Exercise instructions:
Across the entries below, how many lines include "labels"? Give the number and nothing else.

(Beginning of Entries provided)

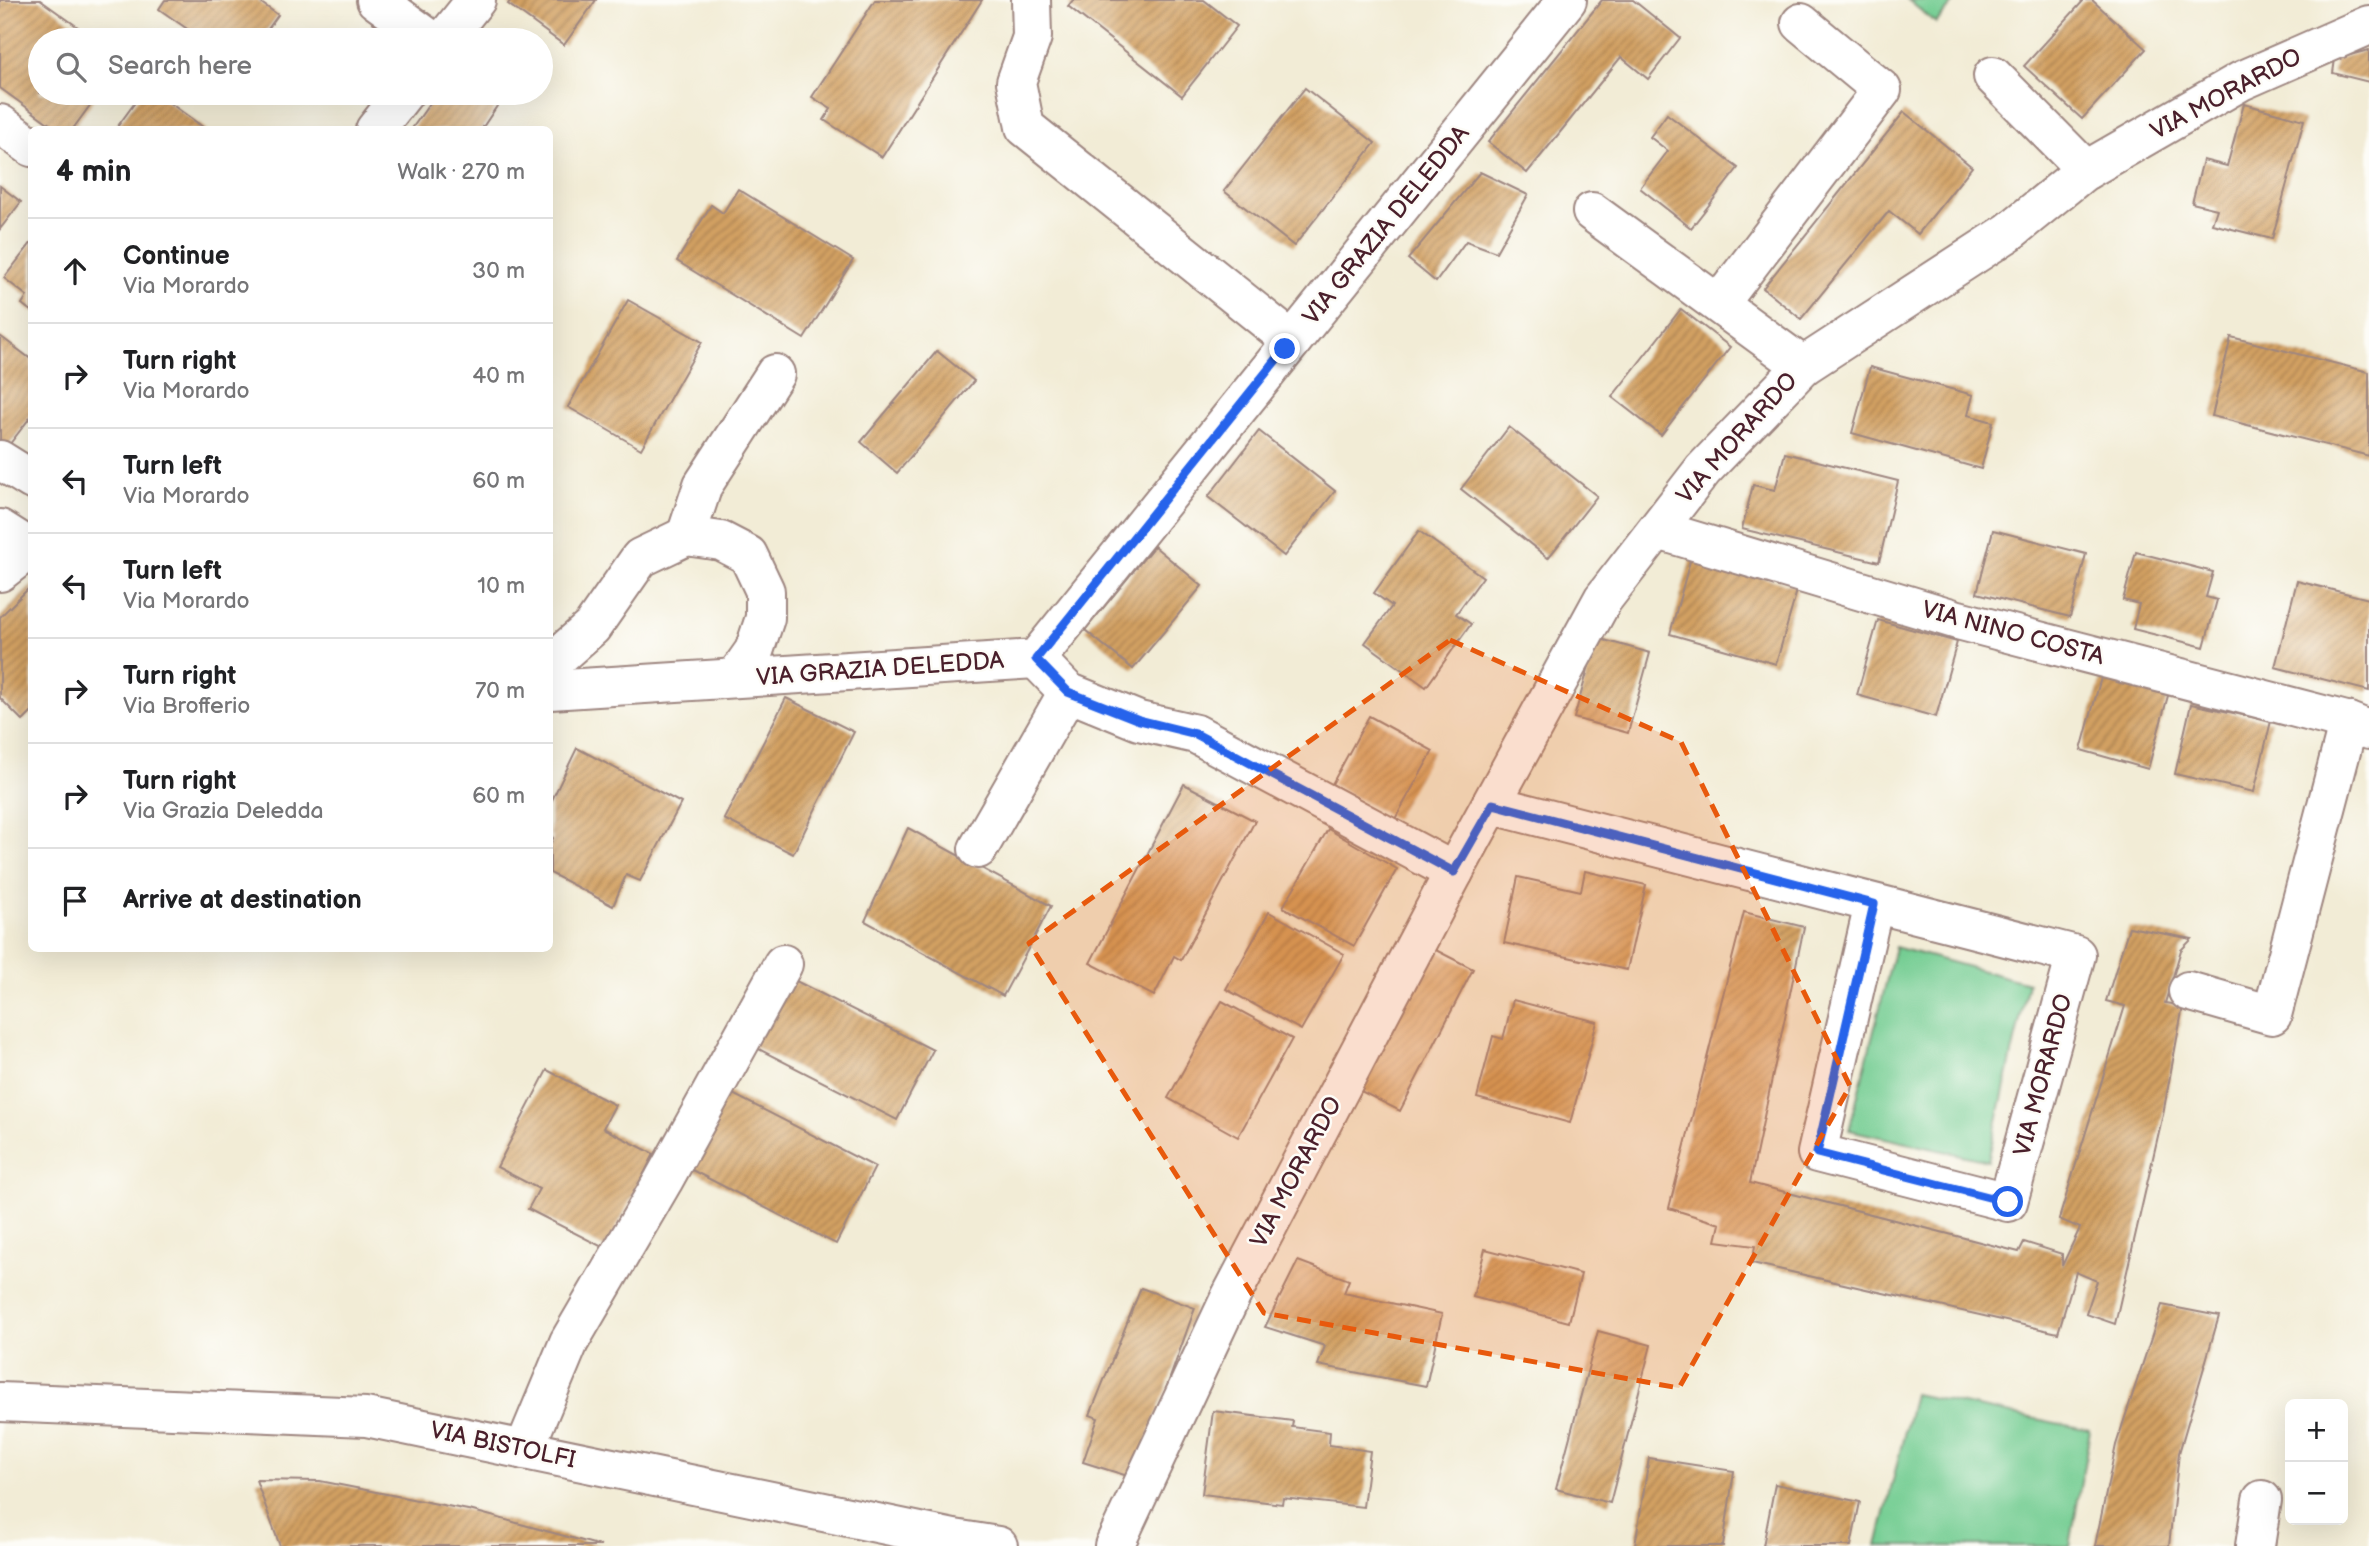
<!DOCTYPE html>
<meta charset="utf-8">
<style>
body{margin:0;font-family:"Balsamiq Sans",sans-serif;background:#f2f2f2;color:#202124}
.controls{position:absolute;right:21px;bottom:21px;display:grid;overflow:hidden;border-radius:10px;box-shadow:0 7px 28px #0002}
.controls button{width:63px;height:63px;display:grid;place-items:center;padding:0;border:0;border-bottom:2px solid #e0e0e0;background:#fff;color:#202124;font:35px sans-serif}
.stop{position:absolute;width:21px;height:21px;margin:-16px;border:5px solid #2563eb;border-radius:50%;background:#fff}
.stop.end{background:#2563eb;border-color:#fff;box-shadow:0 2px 7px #0008}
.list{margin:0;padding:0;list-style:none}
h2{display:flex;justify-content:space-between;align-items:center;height:91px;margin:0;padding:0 28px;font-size:30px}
h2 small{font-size:23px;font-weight:400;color:#757577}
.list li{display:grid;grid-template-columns:46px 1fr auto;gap:21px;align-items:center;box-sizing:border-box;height:105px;padding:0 28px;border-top:2px solid #e0e0e0}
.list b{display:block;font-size:26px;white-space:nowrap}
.list p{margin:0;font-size:23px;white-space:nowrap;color:#757577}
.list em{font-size:23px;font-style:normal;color:#757577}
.icon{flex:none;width:38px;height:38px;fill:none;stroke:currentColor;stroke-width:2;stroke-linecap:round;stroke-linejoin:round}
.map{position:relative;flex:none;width:2369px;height:1546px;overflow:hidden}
.search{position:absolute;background:#fff;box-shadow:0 7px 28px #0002;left:28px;top:28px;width:525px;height:77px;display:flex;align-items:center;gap:18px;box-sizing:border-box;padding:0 24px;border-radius:38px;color:#757577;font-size:26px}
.panel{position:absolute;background:#fff;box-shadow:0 7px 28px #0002;left:28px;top:126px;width:525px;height:826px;border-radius:10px}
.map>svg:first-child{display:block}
.green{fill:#74cd93;stroke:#5f765f;stroke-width:2}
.building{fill:url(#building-hatch)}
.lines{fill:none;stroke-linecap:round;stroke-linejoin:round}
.minor-casing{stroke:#9e8680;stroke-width:42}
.minor{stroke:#fff;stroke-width:38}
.route{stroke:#2563eb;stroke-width:9}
.marked{fill:#e8590c;fill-opacity:0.2;stroke:#e8590c;stroke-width:5;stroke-dasharray:14 9;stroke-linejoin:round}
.labels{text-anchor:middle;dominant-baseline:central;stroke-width:5;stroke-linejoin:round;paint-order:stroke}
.street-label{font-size:24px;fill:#4a1f2b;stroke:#fdfcf7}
</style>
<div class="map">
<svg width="2369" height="1546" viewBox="0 0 2369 1546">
<defs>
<pattern id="building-hatch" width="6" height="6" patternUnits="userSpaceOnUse" patternTransform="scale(1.75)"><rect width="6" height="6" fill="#d2a062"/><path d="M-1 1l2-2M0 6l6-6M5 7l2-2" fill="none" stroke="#ac8251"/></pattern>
</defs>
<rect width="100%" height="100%" fill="#fdfcf7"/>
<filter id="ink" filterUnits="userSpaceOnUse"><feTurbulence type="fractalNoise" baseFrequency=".0143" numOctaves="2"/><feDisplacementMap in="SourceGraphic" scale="14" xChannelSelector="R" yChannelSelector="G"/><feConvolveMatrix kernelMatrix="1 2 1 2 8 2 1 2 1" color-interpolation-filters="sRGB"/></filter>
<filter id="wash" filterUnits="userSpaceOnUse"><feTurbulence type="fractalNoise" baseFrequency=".00686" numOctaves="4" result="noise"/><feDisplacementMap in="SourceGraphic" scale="28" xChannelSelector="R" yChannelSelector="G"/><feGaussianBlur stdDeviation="1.57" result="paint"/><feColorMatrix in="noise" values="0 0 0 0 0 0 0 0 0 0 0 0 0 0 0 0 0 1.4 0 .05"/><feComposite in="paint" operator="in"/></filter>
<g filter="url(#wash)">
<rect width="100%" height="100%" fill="#f2ecd6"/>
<g class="green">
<polygon points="1908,0 1956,0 1936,23"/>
<polygon points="1895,947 2028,983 1988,1161 1849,1130"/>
<polygon points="1914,1394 2090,1430 2070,1546 1877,1546"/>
</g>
<g id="blocks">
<g class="building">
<polygon points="0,0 40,0 96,40 40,40 40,93 99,93 72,130 58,130 0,88"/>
<polygon points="165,0 257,0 278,15 260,40 203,40 159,9"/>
<polygon points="511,0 596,0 564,45 508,4"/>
<polygon points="875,0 982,0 882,157 824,120 831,109 812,97"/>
<polygon points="1073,0 1204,0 1237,26 1182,96 1068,6"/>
<polygon points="1602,0 1633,0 1680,38 1648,79 1621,57 1527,173 1488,142"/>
<polygon points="2084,0 2092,0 2146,49 2082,119 2024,66"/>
<polygon points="2369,50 2369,82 2333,73 2335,59"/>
<polygon points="1305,88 1375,143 1294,246 1224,191"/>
<polygon points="142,93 156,93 207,130 115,130"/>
<polygon points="437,93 491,93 501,100 481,130 411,130"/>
<polygon points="2244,104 2304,120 2272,239 2212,224 2217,209 2192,203 2203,160 2227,166"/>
<polygon points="1904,112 1972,167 1918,234 1889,211 1801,319 1763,288"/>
<polygon points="1667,114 1738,168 1691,228 1640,188 1668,151 1650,137"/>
<polygon points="1480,172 1528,195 1496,252 1466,241 1436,282 1408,259"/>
<polygon points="0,186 21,202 0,229"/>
<polygon points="738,189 853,260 804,339 677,261 711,205 723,213"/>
<polygon points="32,242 32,312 22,304 27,296 4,278"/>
<polygon points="628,300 702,342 641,449 568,407"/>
<polygon points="1681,309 1730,347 1661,435 1612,397"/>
<polygon points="0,336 32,360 32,415 6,449 0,445"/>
<polygon points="2231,337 2369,372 2369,456 2212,416"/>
<polygon points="937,351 974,381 897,473 861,442"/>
<polygon points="1870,367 1973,395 1968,415 1993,422 1981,469 1852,433"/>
<polygon points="1509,427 1597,496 1548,558 1461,489"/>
<polygon points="1259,431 1335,491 1284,556 1208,497"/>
<polygon points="1785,453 1898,481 1879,562 1742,529 1753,485 1775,490"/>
<polygon points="1993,530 2086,554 2070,617 1977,593"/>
<polygon points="1419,531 1483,577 1456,614 1471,624 1426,687 1365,643 1392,606 1374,593"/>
<polygon points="1154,546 1202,586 1133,669 1085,630"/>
<polygon points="2136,552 2213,572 2206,597 2217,600 2204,647 2133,629 2139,604 2123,600"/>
<polygon points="1691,557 1798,587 1776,664 1670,634"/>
<polygon points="2297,581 2369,599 2369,691 2275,667"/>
<polygon points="32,585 32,712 23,721 0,698 0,617"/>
<polygon points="1878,620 1957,642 1936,717 1857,695"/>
<polygon points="1597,638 1650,653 1628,733 1574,718"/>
<polygon points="2102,674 2169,692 2148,769 2081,750"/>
<polygon points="786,698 854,732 793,854 724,819"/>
<polygon points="2191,704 2271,721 2254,792 2175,774"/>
<polygon points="1369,716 1433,751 1395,819 1332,784"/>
<polygon points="577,748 681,803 640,881 626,875 613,906 550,873 550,844 553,838 550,834 550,804"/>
<polygon points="1184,784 1255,821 1181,960 1174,956 1154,996 1090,963"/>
<polygon points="908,828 1051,906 1003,996 865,921"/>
<polygon points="1328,829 1397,869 1354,946 1283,907"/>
<polygon points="1585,871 1646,885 1627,970 1504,943 1518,877 1581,891"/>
<polygon points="1269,912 1344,954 1301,1030 1226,989"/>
<polygon points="1744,912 1804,927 1750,1183 2019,1252 2024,1242 2062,1254 2062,1266 2080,1228 2059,1219 2125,1006 2106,1001 2129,927 2192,939 2181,950 2165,1003 2183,1006 2163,1114 2115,1324 2086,1314 2097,1281 2076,1272 2058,1333 1752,1263 1755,1246 1716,1241 1720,1224 1669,1208"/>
<polygon points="1420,942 1473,969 1400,1111 1347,1084"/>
<polygon points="786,976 933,1050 897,1120 751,1045"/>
<polygon points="1513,1000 1597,1022 1570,1123 1477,1098 1493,1036 1503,1039"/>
<polygon points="1222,1001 1292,1039 1238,1137 1168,1098"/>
<polygon points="547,1070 615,1105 603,1128 654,1154 606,1249 528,1209 539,1189 497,1167"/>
<polygon points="725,1090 875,1167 836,1244 686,1167"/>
<polygon points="1485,1249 1581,1274 1569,1322 1473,1297"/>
<polygon points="1298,1261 1349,1280 1344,1293 1442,1314 1426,1386 1318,1365 1325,1346 1265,1327"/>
<polygon points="1141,1288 1195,1308 1134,1478 1083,1462 1098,1418 1090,1415"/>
<polygon points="2162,1305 2219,1316 2179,1453 2169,1546 2095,1546 2116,1445"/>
<polygon points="1598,1331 1651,1345 1610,1503 1556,1489"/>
<polygon points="1213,1411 1293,1421 1292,1427 1330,1432 1329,1445 1370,1451 1363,1507 1283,1498 1282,1504 1202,1494"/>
<polygon points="1649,1458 1734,1471 1723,1546 1635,1546"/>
<polygon points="256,1480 320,1481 473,1511 601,1546 280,1546"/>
<polygon points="1775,1484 1860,1502 1851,1546 1763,1546"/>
</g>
</g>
</g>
<g filter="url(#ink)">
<use href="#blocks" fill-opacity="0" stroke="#9e8680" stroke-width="2"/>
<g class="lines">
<g class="minor-casing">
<g id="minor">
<polyline points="376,0 431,40"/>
<polyline points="1031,0 1032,37 1016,82 1025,127 1292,341"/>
<polyline points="444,40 476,0"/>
<polyline points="1993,76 2086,170"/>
<polyline points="0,124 32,147"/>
<polyline points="375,130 404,93"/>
<polyline points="1592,212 1803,366"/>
<polyline points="1719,304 1882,90 1801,23"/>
<polyline points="0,460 32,480"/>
<polyline points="0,529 30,548"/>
<polyline points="1658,530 1958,620 2346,721 2369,730"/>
<polyline points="686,536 703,485 775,374"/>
<polyline points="0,572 32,547"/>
<polyline points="1036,659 1068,692 1139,721 1196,734 1454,872"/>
<polyline points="550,664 592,627 640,558 686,536 721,541 748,555 765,591 765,618 754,651 735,678"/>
<polyline points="550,690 1036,659 1567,0"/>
<polyline points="1493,805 2076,955 2008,1202 1817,1153 1874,904"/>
<polyline points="978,849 1068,692"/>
<polyline points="2188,991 2272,1015 2344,740 2346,721"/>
<polyline points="0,1402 366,1417 954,1539 998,1546"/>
<polyline points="524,1450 569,1342 663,1181 783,964"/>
<polyline points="1114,1546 1231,1296 1454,872 1603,599 1703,470 1803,366 2009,232 2083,172 2241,81 2369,25"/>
<polyline points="2255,1546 2262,1500"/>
</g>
</g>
<use href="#minor" class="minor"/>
</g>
</g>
<g class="lines" filter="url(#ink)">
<polyline class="route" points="1285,349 1036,659 1068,692 1139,720 1196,734 1454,872 1493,804 1874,904 1817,1153 2008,1202"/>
</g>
<path class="marked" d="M1450 640 1681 742 1850 1086 1679 1388 1264 1313 1029 943Z"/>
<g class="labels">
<g class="street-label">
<text transform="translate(2226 94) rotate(-28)">VIA MORARDO</text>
<text transform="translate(1386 225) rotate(-51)">VIA GRAZIA DELEDDA</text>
<text transform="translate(1737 438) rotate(-48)">VIA MORARDO</text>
<text transform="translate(2013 633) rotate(15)">VIA NINO COSTA</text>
<text transform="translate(880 669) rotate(-4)">VIA GRAZIA DELEDDA</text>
<text transform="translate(2043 1075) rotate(-75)">VIA MORARDO</text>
<text transform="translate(1296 1172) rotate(-62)">VIA MORARDO</text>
<text transform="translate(503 1445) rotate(12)">VIA BISTOLFI</text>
</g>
</g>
</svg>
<div class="controls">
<button>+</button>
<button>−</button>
</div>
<div class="stop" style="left:2008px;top:1202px"></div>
<div class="stop end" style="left:1285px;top:349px"></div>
<div class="search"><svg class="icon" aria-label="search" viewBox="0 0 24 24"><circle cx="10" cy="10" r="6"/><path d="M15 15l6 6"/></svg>Search here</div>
<section class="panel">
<h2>4 min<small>Walk · 270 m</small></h2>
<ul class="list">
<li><svg class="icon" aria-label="ahead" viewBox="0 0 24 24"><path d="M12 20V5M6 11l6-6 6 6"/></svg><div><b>Continue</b><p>Via Morardo</p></div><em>30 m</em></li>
<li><svg class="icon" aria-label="right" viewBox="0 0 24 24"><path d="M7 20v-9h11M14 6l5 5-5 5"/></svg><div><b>Turn right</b><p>Via Morardo</p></div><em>40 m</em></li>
<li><svg class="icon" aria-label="left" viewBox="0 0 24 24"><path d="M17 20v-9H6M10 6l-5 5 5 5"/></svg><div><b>Turn left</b><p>Via Morardo</p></div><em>60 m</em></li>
<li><svg class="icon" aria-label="left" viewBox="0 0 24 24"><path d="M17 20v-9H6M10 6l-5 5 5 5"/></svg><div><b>Turn left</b><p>Via Morardo</p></div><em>10 m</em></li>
<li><svg class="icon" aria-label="right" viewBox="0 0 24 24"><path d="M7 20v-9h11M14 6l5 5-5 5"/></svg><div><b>Turn right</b><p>Via Brofferio</p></div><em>70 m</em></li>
<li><svg class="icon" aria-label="right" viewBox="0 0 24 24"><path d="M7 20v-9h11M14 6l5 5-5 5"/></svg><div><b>Turn right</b><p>Via Grazia Deledda</p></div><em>60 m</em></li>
<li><svg class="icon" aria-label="arrive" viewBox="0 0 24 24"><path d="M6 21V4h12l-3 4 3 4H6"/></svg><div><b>Arrive at destination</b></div></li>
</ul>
</section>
</div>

(End of Entries provided)

Solved exercise:
2